If you want to start a flame war in the AWS AppSync community then ask if you should use a single or multiple table design for DynamoDB. There's no shortage of opinions in both directions :fire::fire::fire:
In this article I'm going to show you how I built a generic single table DynamoDB solution for AWS AppSync.
Historical Context
Before I explain "how" it's important to remember that DynamoDB did not support on-demand capacity (pay per use pricing) when AppSync was originally released. Managing the read and write capacity across multiple tables was a lot of extra work. Under provisioning could result in your API failing and over provisioning was expensive.
By using a single table I could reduce the amount of time spent managing table capacity and save a lot of money. That is why began exploring how to build an AppSync API using only a single DynamoDB table.
Primary Key
For the tables primary key I used a generic attribute named PK
that does not appear in the GraphQL schema. Keeping the primary key for the table out of the GraphQL schema allows me to use any field in the GraphQL type as the primary ID for a record.
Note: To keep my examples simple I will use id
as the primary field but you can use a different field or fields.

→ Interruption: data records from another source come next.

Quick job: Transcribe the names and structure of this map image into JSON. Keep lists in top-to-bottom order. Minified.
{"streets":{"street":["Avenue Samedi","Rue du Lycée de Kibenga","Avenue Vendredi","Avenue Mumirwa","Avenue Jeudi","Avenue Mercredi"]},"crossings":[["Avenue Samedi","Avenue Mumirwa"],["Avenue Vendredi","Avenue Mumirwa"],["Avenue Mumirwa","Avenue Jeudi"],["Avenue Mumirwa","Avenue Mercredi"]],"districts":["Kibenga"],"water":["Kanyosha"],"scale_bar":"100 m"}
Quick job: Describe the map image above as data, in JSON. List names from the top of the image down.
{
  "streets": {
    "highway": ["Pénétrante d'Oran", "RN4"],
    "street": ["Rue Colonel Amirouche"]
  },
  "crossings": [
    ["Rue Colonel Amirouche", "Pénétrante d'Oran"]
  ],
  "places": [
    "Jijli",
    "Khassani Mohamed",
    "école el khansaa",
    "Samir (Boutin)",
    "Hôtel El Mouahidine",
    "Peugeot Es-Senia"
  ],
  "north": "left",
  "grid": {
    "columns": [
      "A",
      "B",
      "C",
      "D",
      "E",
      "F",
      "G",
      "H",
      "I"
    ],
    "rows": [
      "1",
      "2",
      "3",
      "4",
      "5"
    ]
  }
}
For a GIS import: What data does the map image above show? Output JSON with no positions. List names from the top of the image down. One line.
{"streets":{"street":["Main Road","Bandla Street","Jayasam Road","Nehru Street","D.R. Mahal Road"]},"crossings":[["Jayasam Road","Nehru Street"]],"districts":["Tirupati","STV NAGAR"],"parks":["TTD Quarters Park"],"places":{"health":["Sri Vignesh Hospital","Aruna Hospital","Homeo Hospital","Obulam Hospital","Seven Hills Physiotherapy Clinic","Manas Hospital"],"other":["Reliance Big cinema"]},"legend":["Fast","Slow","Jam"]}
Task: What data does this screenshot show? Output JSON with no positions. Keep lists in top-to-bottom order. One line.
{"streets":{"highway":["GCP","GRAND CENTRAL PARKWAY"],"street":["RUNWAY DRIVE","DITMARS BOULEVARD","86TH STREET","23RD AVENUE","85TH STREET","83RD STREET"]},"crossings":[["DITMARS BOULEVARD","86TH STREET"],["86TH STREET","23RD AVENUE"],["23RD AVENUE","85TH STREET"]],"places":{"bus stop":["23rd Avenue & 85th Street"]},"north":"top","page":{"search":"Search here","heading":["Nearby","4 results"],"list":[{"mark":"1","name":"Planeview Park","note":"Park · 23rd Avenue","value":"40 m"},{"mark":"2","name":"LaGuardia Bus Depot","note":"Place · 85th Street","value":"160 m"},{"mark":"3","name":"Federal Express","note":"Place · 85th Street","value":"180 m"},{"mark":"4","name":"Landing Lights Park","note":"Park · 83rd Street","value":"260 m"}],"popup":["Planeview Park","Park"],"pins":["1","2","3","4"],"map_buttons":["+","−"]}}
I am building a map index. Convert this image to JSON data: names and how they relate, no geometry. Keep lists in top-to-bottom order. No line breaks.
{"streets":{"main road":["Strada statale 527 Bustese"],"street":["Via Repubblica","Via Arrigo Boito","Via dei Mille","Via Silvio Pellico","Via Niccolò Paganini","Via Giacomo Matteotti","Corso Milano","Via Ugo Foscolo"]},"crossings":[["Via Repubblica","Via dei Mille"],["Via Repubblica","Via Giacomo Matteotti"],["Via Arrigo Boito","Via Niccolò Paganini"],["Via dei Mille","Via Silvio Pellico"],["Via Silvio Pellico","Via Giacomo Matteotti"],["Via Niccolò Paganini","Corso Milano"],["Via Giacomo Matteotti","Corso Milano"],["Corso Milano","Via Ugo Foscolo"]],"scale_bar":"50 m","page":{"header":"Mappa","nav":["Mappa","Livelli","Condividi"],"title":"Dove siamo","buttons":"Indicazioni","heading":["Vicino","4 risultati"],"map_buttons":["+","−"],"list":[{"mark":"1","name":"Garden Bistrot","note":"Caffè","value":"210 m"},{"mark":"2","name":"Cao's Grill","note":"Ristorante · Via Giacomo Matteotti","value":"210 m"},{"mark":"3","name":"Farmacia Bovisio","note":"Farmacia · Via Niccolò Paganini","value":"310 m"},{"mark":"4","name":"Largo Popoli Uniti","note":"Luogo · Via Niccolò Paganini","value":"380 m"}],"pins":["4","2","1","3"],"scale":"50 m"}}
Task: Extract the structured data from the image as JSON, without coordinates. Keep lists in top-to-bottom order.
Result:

Mapping the primary ID for the GraphQL type to PK
is handled in the AppSync resolver request template. There are two patterns I recommend when mapping fields to PK
.
NODE#${id}
if you have globally unique ID's${__typename}#${id}
if you do not have globally unique ID's
Example: Let's start with a simple GraphQL schema for farms.
type Farm {
id: ID!
name: String
}
input CreateFarmInput {
name: String!
}
type Mutation {
createFarm(input: CreateFarmInput!): Farm
}
type Query {
findFarm(id: ID!): Farm
}
The request resolver template for createFarm
would be
#set( $id = $util.autoId() )
$util.qr($ctx.args.input.put("id", $id))
$util.qr($ctx.args.input.put("__typename", "Farm"))
{
"version" : "2017-02-28",
"operation" : "PutItem",
"key" : {
"PK": $util.dynamodb.toDynamoDBJson("NODE#$id"),
},
"attributeValues" : $util.dynamodb.toMapValuesJson($ctx.args.input)
}
This template generates an id
for the new farm that is added to the input along with the __typename
. It then prefixes that ID with NODE#
to generate the PK
value for the DynamoDB key.
When invoked with the following input
mutation {
createFarm(input: { name: "Old MacDonald's" }) {
id
}
}
It will create a record in DynamoDB similar to
PK | __typename | id | name |
NODE#1234 | Farm | 1234 | Old MacDonald's |
The farm can then be retrieved using findFarm
that accepts an id
which is mapped to the PK
attribute in the request template:
{
"version": "2017-02-28",
"operation": "GetItem",
"key": {
"PK": $util.dynamodb.toDynamoDBJson("NODE#$ctx.args.id"),
}
}
SECURITY WARNING
When using the NODE#${id}
pattern you must check the __typename
is one that you expect in every resolver that fetches, updates or deletes records. Failure to do this may allow someone to by pass security by using the ID from one type with the resolver for a different type that is more permissive.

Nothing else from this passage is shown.